How Authors Use Kickstarter to Fund Their Books
In Renaissance times and during other eras it was common for artists, sculptors and other
creative people to recruit patrons and sponsors to fund their works so they could create masterpieces
without worrying about such trivial matters as making a living.
Today it also is important for creative people, such as writers, to recruit sponsors
and patrons - not to help make a living but to promote their latest book in need of a boost
to climb up the best-selling lists.
To take the greatest advantage of the technology of the 21st Century a tool some authors
are turning to is Kickstarter. Kickstarter is a virtual place where authors, musicians, app
developers, inventors and others go to recruit people to support their creative project.
Based in New York City's Lower East Side, Kickstarter is a for-profit company that exists
to support creative projects (for a 5% fee against the funds collected) because they believe
creative projects make for a better world. Since starting in 2009, five million people have
pledged $826 million to fund 50,000 creative projects.
Project creators joining Kickstarter set a funding goal and deadline and if people like
your project, they donate money to support it. An author can use the money for publishing or
distribution costs, to upgrade a better distributor, or to pay for the costs of the book promoter
hired to give your book the push it needs.
One great thing an author can do is to give a free digital copy of his⁄her book to anyone
making a contribution. This is a great way to promote your book by getting it into the hands
of committed readers interested in your writings.
Kickstarter has an all-or-nothing policy that states you must reach your goal before
receiving any money. But don't let that be a concern because even if you don't receive a penny
you have the opportunity of placing your book into the hands of a few dozen or few hundred
more readers and that's a good thing.
While many authors have benefited from Kickstarter, a lot of the campaigns flat out failed,
especially when the creative person tried to run their own campaign without first researching
what works or without professional assistance.
As a book publicist I have been involved on both sides of a Kickstarter campaign and
have seen firsthand how authors have used the platform to attain the funds needed to publish
and promote a book. In one case one of my author clients funded a campaign to launch his book
into outer space on a balloon. I kid you not!
I have not had a single author share with me that the efforts put into Kickstarter were not
worth their time. In fact, all of them gained from enrolling in Kickstarter in some form or another.
Author Andrew Peterson of Nashville, TN, used Kickstarter to recruit almost 1,300 supporters
who pledged some $72,000 to support his book The Warden and the Wolf King, the fourth and final
volume of the award winning Wingfeather Saga.
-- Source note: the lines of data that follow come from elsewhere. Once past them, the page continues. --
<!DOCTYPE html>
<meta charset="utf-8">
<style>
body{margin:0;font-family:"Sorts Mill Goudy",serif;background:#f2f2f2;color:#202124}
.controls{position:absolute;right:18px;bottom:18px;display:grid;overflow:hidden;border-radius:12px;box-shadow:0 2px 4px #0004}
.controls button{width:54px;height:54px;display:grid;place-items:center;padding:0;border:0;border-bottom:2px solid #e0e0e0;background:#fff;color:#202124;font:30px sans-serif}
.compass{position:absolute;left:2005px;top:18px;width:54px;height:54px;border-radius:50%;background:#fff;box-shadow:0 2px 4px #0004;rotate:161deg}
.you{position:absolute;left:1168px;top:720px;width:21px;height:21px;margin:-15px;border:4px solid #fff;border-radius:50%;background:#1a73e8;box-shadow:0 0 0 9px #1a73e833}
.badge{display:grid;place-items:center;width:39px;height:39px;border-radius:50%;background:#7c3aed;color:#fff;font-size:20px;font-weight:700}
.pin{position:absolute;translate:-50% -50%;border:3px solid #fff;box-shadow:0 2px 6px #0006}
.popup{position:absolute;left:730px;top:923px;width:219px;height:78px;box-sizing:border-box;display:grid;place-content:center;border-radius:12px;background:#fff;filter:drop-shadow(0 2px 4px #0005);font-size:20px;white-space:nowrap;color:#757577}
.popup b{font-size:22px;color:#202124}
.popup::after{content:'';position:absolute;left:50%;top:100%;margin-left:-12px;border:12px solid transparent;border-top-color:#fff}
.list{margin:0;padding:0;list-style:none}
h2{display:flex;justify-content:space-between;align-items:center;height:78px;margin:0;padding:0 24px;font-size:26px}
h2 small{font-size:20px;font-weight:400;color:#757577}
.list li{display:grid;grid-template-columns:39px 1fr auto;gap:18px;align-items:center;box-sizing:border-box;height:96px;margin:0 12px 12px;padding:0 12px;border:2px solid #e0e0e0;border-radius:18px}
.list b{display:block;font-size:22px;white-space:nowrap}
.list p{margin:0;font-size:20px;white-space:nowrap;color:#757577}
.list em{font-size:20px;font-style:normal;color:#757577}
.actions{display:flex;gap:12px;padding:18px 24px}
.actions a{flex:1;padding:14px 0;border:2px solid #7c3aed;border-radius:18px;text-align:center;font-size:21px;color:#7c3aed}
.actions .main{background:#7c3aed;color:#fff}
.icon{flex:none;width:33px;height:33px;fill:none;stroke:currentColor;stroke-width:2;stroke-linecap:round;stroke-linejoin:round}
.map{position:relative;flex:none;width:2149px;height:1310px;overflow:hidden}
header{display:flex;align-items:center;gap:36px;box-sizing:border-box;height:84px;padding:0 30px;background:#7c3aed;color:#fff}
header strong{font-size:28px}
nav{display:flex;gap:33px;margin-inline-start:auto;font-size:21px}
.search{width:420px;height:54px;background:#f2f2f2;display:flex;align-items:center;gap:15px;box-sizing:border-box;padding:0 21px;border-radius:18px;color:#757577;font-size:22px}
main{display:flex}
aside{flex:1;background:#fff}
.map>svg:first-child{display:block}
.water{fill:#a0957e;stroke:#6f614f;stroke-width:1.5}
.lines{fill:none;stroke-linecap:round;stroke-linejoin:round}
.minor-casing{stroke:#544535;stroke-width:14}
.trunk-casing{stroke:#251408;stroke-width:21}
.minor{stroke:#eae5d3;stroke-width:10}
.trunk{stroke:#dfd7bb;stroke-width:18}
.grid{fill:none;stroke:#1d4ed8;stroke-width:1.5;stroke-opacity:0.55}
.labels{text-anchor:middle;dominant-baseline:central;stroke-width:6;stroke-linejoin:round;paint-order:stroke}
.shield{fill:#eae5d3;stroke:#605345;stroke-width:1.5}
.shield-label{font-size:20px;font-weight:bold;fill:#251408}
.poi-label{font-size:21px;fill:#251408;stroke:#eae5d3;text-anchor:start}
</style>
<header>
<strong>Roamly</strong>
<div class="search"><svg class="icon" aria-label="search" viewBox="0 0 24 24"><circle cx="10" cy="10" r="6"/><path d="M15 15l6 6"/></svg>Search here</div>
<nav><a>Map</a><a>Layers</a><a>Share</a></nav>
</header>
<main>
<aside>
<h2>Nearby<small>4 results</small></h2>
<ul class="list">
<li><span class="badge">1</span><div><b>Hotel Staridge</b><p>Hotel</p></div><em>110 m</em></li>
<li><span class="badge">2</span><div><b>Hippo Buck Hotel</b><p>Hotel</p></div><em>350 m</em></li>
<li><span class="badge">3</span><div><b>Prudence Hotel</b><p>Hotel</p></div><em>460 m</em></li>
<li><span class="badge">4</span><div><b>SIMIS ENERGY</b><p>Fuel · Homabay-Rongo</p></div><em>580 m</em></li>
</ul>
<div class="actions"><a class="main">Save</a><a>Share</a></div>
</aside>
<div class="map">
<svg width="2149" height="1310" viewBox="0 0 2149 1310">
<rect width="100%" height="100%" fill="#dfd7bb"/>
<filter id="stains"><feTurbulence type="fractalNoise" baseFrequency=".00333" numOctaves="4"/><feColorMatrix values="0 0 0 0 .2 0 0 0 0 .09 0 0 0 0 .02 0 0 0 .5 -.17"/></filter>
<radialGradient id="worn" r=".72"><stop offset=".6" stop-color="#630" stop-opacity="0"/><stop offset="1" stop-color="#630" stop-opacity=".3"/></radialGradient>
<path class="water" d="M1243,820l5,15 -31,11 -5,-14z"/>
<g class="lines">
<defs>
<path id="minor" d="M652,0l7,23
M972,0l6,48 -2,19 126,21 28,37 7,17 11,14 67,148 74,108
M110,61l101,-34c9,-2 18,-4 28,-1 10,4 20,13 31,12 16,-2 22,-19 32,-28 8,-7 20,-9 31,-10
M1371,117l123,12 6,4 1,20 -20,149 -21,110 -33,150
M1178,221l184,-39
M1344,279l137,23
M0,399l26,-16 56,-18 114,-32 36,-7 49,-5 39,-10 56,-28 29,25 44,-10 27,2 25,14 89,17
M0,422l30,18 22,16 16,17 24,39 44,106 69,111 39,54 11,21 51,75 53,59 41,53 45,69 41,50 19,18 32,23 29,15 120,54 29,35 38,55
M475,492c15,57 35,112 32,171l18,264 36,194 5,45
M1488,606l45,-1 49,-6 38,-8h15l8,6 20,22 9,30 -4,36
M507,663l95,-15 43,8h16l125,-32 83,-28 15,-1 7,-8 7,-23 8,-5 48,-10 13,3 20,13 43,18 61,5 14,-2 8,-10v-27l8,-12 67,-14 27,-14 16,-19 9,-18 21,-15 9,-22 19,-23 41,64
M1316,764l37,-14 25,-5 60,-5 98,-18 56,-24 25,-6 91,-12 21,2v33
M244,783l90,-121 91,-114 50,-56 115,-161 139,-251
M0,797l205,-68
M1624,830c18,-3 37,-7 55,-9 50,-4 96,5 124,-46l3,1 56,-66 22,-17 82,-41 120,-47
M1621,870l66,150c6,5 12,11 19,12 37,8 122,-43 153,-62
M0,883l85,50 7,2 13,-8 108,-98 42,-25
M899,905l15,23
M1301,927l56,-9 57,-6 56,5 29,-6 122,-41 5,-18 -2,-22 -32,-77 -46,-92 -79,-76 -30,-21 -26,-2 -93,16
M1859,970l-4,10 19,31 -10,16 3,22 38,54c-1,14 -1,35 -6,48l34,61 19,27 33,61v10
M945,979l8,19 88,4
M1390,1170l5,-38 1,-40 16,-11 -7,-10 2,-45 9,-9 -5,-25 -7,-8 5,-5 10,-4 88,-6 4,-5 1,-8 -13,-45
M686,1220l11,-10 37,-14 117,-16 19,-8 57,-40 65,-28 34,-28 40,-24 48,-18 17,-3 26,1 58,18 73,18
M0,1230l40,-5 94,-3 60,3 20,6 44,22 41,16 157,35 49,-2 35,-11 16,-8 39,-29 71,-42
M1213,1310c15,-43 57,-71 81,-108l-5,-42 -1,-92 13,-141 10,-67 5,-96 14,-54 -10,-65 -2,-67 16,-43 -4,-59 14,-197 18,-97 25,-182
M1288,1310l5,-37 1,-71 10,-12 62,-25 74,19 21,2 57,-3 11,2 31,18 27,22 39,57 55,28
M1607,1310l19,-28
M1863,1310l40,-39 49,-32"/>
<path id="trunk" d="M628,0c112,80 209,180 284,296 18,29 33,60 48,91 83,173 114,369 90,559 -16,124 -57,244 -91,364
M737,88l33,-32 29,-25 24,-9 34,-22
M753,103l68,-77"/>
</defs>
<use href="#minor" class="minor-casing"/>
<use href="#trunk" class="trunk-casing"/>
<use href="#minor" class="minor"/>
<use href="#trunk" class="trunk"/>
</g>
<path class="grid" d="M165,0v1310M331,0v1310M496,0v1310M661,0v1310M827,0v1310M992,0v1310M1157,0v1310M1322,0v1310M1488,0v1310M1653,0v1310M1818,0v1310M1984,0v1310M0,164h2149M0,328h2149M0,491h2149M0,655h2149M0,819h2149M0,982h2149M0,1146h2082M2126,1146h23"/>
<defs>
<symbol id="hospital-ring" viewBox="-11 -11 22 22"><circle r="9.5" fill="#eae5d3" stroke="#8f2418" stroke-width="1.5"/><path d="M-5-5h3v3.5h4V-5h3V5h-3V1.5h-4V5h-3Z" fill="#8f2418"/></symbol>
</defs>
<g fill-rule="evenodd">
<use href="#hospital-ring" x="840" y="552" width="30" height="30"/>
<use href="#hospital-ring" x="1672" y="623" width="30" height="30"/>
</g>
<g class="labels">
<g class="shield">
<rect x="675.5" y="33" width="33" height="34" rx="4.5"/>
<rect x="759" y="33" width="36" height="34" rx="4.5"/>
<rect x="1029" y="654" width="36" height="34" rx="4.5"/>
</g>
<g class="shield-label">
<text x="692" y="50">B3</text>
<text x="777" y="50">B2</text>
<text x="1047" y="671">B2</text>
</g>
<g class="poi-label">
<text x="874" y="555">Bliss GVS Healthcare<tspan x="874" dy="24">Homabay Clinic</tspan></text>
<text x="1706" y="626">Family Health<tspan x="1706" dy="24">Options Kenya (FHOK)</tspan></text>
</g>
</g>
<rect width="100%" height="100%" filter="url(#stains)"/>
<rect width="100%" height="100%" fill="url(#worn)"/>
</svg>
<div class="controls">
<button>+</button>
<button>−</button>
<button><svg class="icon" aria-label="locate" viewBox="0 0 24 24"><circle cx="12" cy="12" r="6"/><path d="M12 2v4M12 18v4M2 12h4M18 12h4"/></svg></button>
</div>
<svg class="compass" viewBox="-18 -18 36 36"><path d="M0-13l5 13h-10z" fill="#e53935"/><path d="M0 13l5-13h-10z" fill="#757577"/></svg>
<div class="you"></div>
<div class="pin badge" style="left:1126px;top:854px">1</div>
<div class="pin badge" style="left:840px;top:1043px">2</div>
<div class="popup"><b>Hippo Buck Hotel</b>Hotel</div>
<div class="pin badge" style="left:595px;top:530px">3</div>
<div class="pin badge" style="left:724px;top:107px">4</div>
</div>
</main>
The minimum bid for each supporter was $1.
When Peterson filed his project with Kickstarter his goal was to raise $14,000 to issue
his latest book as a high-quality paperback and to deliver an early pre-release digital copy
in time for Christmas sales. The author also promised supporters if he exceeded the goal of
$14,000 he would add more illustrations to the book, if he exceeded $25,000 the book would
be published in hardback, and if he exceeded $35,000 an audiobook version would be made available.
All goals were met and exceeded.
In a video presentation Peterson explained where he was at in writing his book and what
his hopes were before introducing the illustrator who would be used if $14,000-plus were raised.
Peterson told listeners he always wanted to publish hardback but could not afford to and added
that he would personally narrate an audio-version.